Stragi di Stato. Dopo l’ultima sentenza di Palermo i veri autori devono parlare
La recente decisione della prima sezione civile della Corte d’appello di Palermo, che segue quattro sentenze in primo grado del 2011, ha avuto eco in Italia soprattutto per due motivi: l’obbligo di risarcimento in favore di una rappresentanza dei familiari delle vittime (che dunque sconfessa l’Avvocatura dello stato e il governo che l’avevano invece negato) e in secondo luogo la conferma che l’abbattimento del Dc-9 Itavia fosse l’effetto di un’azione militare. Quello che posso sottolineare, come giurista e segretario del Comitato Ustica di Parigi, è che anche quest’ultima decisione giudiziaria debba indurre la necessità storica di un vero e proprio «controprocesso» e di una fase di verità, con o senza riconciliazione.

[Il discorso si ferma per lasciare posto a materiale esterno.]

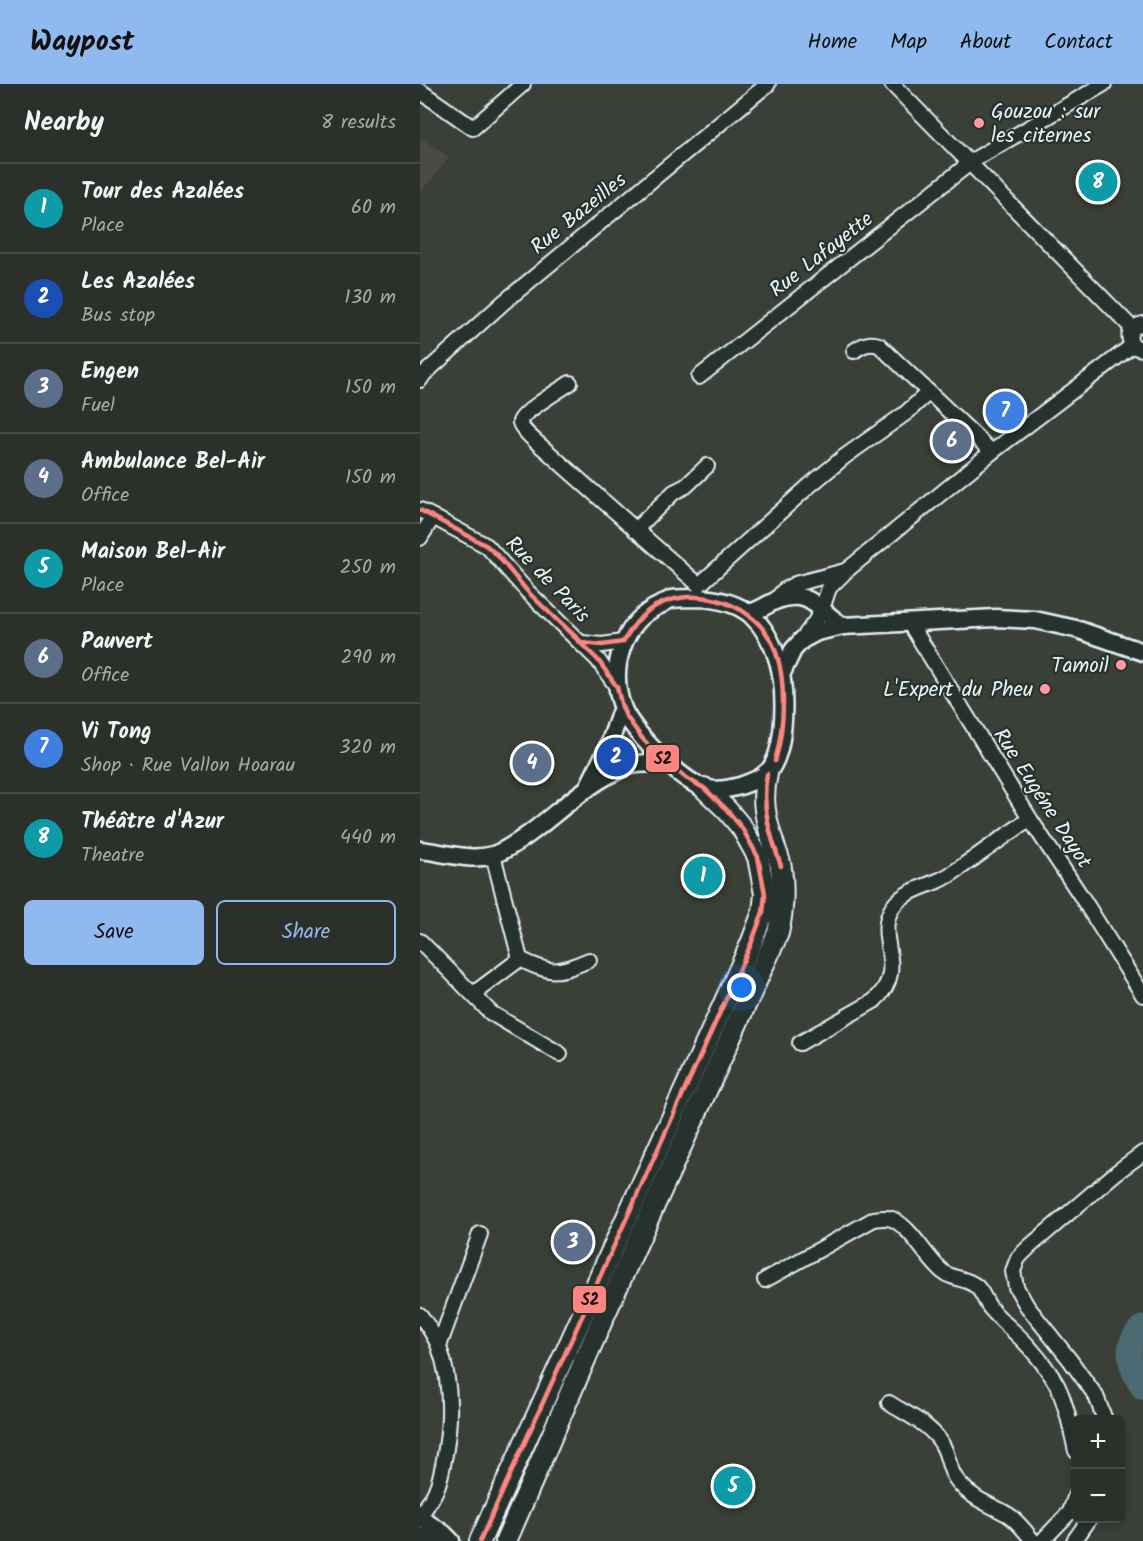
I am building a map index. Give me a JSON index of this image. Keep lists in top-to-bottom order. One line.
{"streets":{"street":["Rue Bazeilles","Rue Lafayette","Rue de Paris","Rue Eugéne Dayot"]},"places":["Gouzou : sur les citernes","Tamoil","L'Expert du Pheu"],"lines":["transit line S2"],"page":{"header":"Waypost","nav":["Home","Map","About","Contact"],"heading":["Nearby","8 results"],"pins":["8","7","6","2","4","1","3","5"],"list":[{"mark":"1","name":"Tour des Azalées","note":"Place","value":"60 m"},{"mark":"2","name":"Les Azalées","note":"Bus stop","value":"130 m"},{"mark":"3","name":"Engen","note":"Fuel","value":"150 m"},{"mark":"4","name":"Ambulance Bel-Air","note":"Office","value":"150 m"},{"mark":"5","name":"Maison Bel-Air","note":"Place","value":"250 m"},{"mark":"6","name":"Pauvert","note":"Office","value":"290 m"},{"mark":"7","name":"Vi Tong","note":"Shop · Rue Vallon Hoarau","value":"320 m"},{"mark":"8","name":"Théâtre d'Azur","note":"Theatre","value":"440 m"}],"buttons":["Save","Share"],"map_buttons":["+","−"]}}
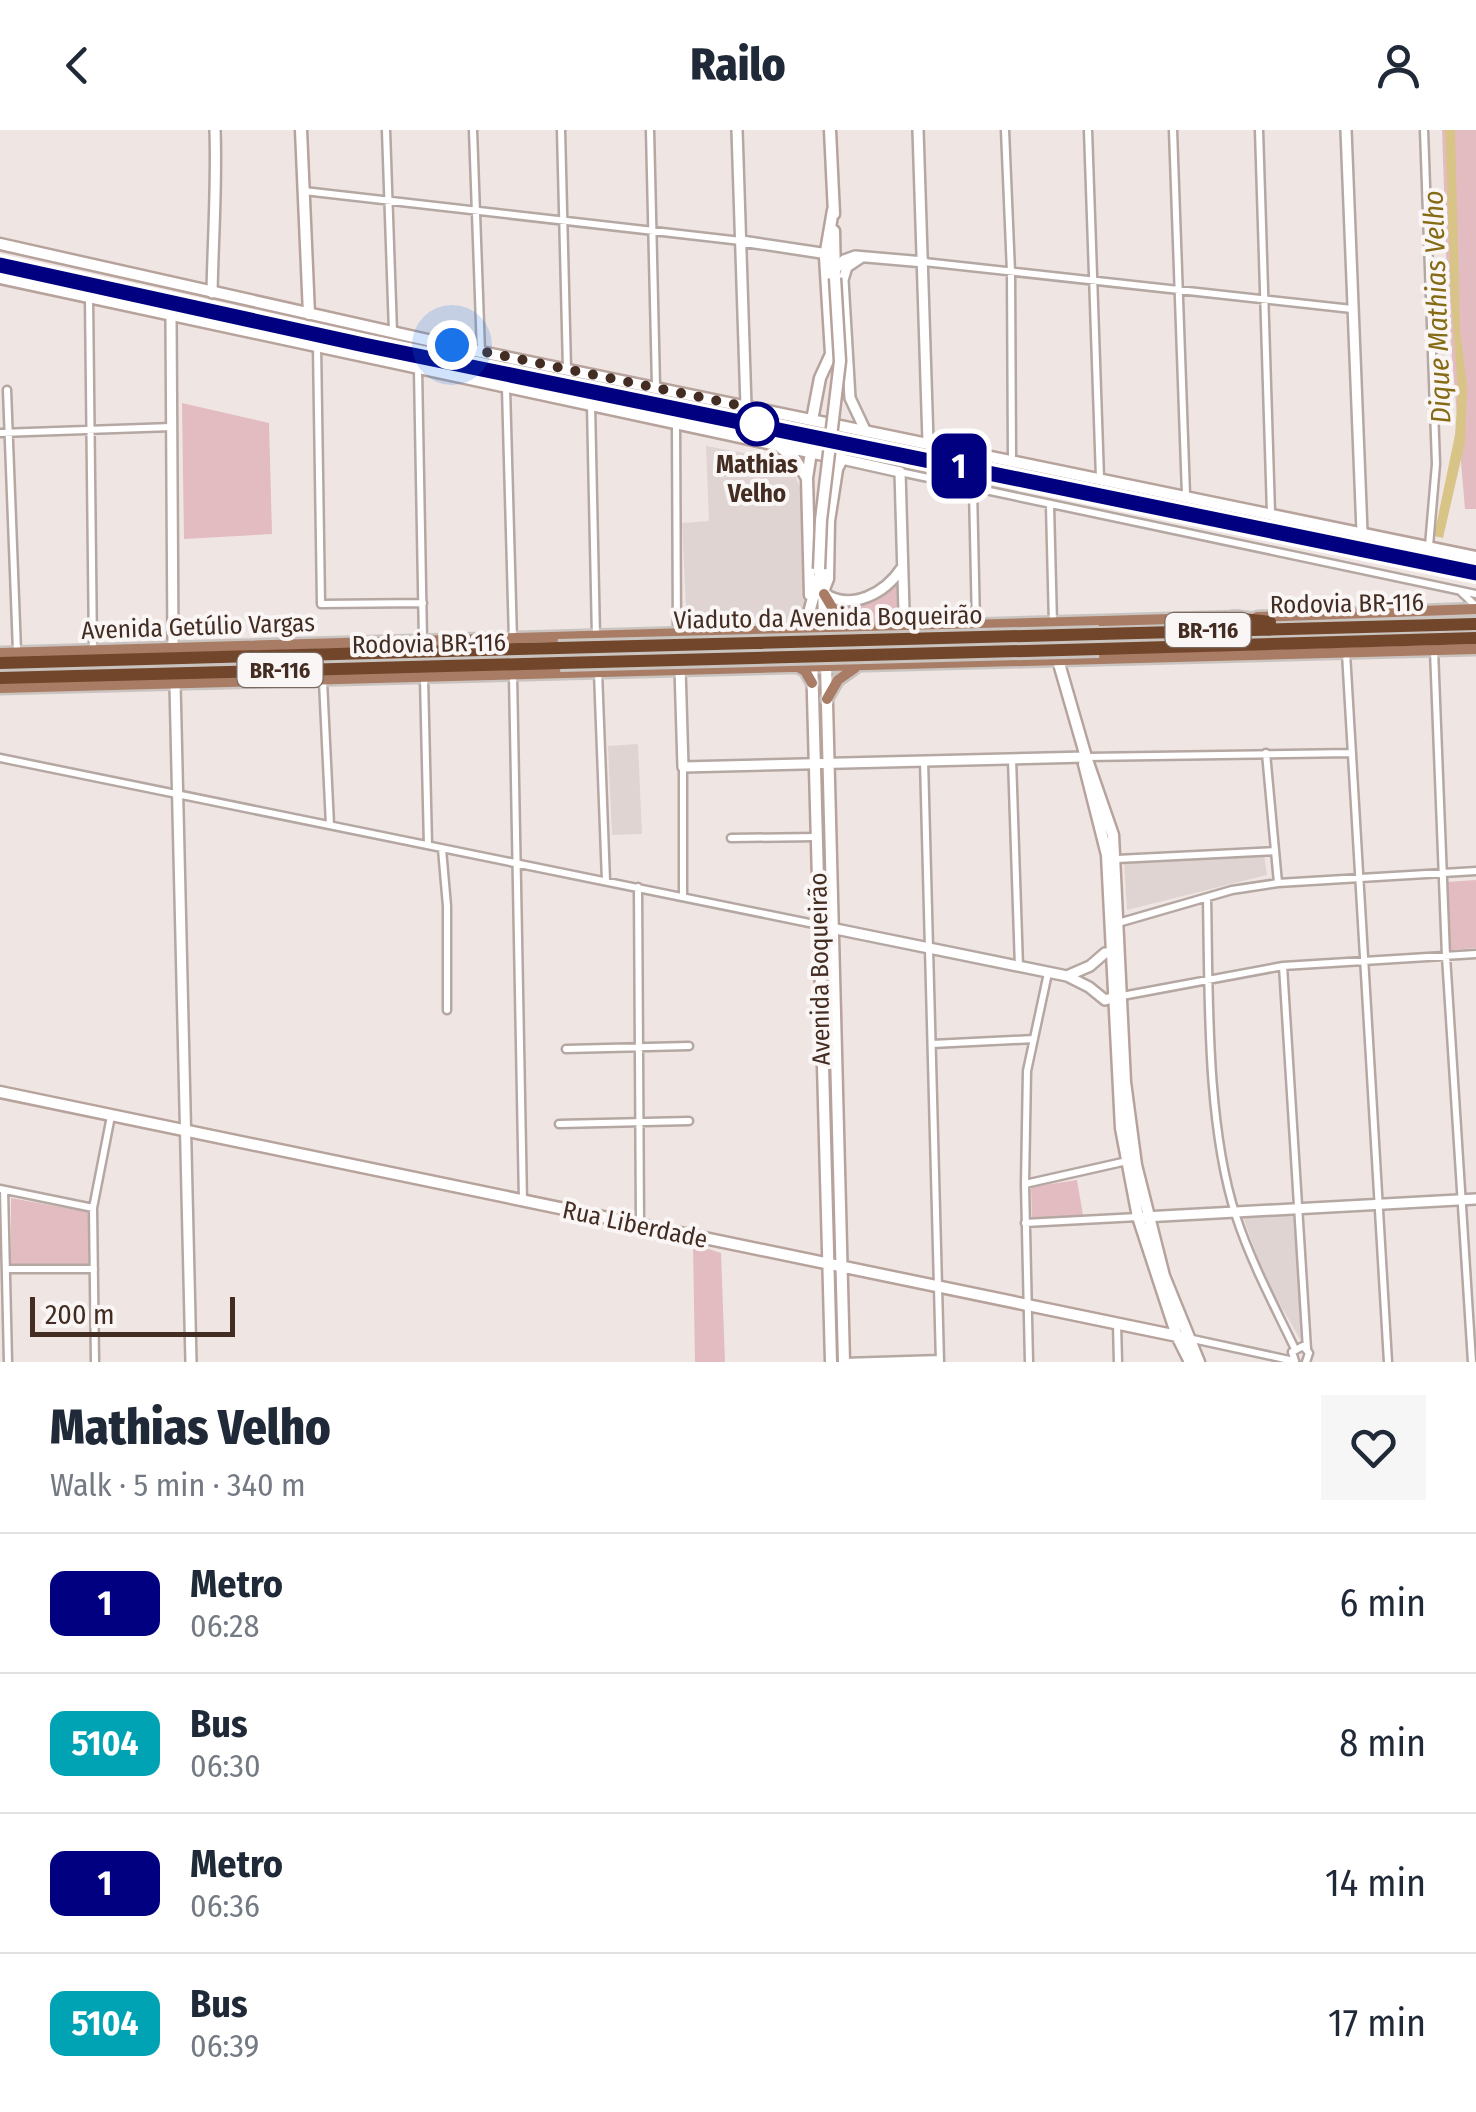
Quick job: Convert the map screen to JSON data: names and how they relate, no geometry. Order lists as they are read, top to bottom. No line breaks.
{"streets":{"highway":["Rodovia BR-116","Viaduto da Avenida Boqueirão","BR-116"],"main road":["Avenida Getúlio Vargas","Avenida Boqueirão","Rua Liberdade"]},"crossings":[["Rodovia BR-116","Viaduto da Avenida Boqueirão"],["Rodovia BR-116","BR-116"],["Avenida Getúlio Vargas","BR-116"],["Avenida Getúlio Vargas","Avenida Boqueirão"],["Avenida Boqueirão","Rua Liberdade"]],"water":["Dique Mathias Velho"],"places":["Mathias Velho"],"lines":["metro line 1"],"scale_bar":"200 m","page":{"header":"Railo","on_map":"1","scale":"200 m","heading":["Mathias Velho","Walk · 5 min · 340 m"],"list":[{"mark":"1","name":"Metro","note":"06:28","value":"6 min"},{"mark":"5104","name":"Bus","note":"06:30","value":"8 min"},{"mark":"1","name":"Metro","note":"06:36","value":"14 min"},{"mark":"5104","name":"Bus","note":"06:39","value":"17 min"}]}}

La verità, infatti, può emergere a vari livelli. Uno di questi è sicuramente quello giudiziario e delle commissioni parlamentari d’inchiesta, e a questo livello non ci sono più dubbi che l’abbattimento e la strage sono direttamente legati ad operazioni militari tattiche. Un altro livello di verità è quello politico, e qui invece ancora non vi sono conferme sulla paternità francese o nordamericana o israeliana del missile infame, né sul reale obiettivo dell’azione militare (una vulgata vorrebbe uno scenario di inseguimento, finito con l’abbattimento di un Mig libico, un’altra un agguato aereo a Gheddafi).

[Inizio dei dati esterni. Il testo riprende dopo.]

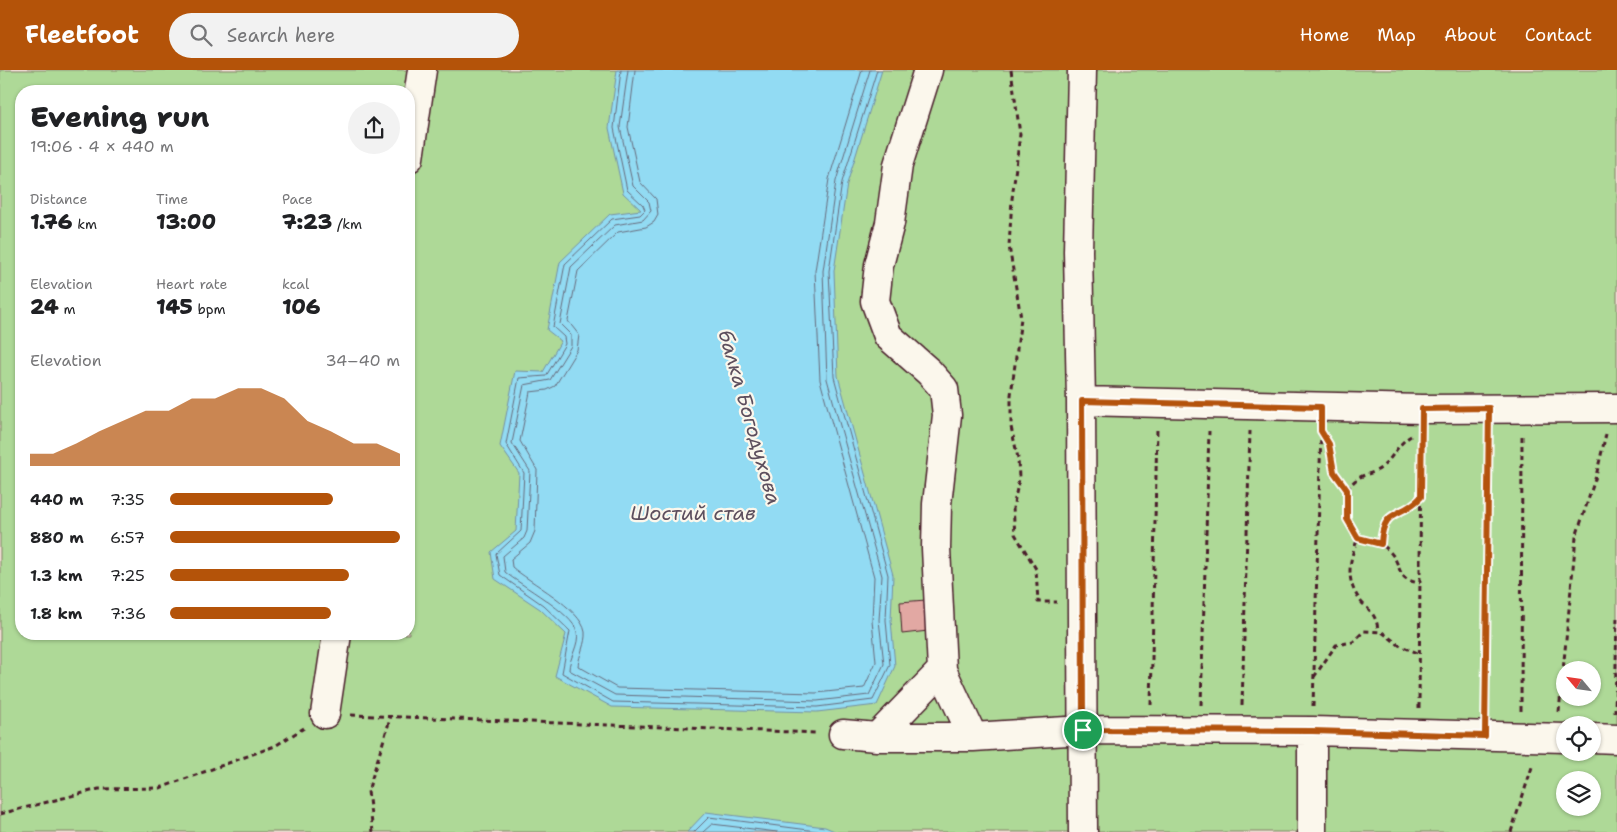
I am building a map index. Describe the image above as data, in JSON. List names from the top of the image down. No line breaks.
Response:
{"water":["балка Богодухова","Шостий став"],"north":"top left","page":{"header":"Fleetfoot","search":"Search here","nav":["Home","Map","About","Contact"],"heading":["Evening run","19:06 · 4 × 440 m"],"stats":[["Distance","1.76 km"],["Time","13:00"],["Pace","7:23 /km"],["Elevation","24 m"],["Heart rate","145 bpm"],["kcal","106"]],"chart":["Elevation","34–40 m"],"list":[{"name":"440 m","note":"7:35"},{"name":"880 m","note":"6:57"},{"name":"1.3 km","note":"7:25"},{"name":"1.8 km","note":"7:36"}]}}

Un terzo livello di verità è quello che viene in genere occultato dai depistaggi e dagli insabbiamenti, e riguarda soprattutto le complicità «ai lati» o «in basso», cioè la funzione di quella vasta manovalanza di esercito, polizie e servizi, quando non di altri ordini dello stato come quello giudiziario, e che nel concreto tendono a fornire una verità alternativa che tenga conto degli interessi strategici e politici. Per semplificare, questo è il vero livello della «ragion di stato», all’opera ad esempio anche nella recente condanna europea delle torture applicate agli arrestati nella scuola Diaz alla fine del G8 di Genova del 2001. Come si vede, è difficile, a 35 anni di distanza dal 27 giugno 1980 opporre un altro livello di verità, valido per la stazione di Bologna come per altre stragi di stato. Ad esempio il punto di vista delle vittime e delle associazioni. Ma anche il punto di vista storico, che manca interamente nel nostro paese e in Europa e che invece potrebbe ricostruire in tempi molto più brevi una verità che venga proprio dagli autori veri di quelle stragi e dai loro mandanti politici e istituzionali.
Chiamatelo «controprocesso», come negli anni ’70, oppure «commissione di verità e riconciliazione», come in Brasile, Est Europa e Sud Africa. Ma è di questo che l’Italia ha bisogno per elaborare un lutto che è in primo luogo democratico, politico, civile, nazionale, collettivo.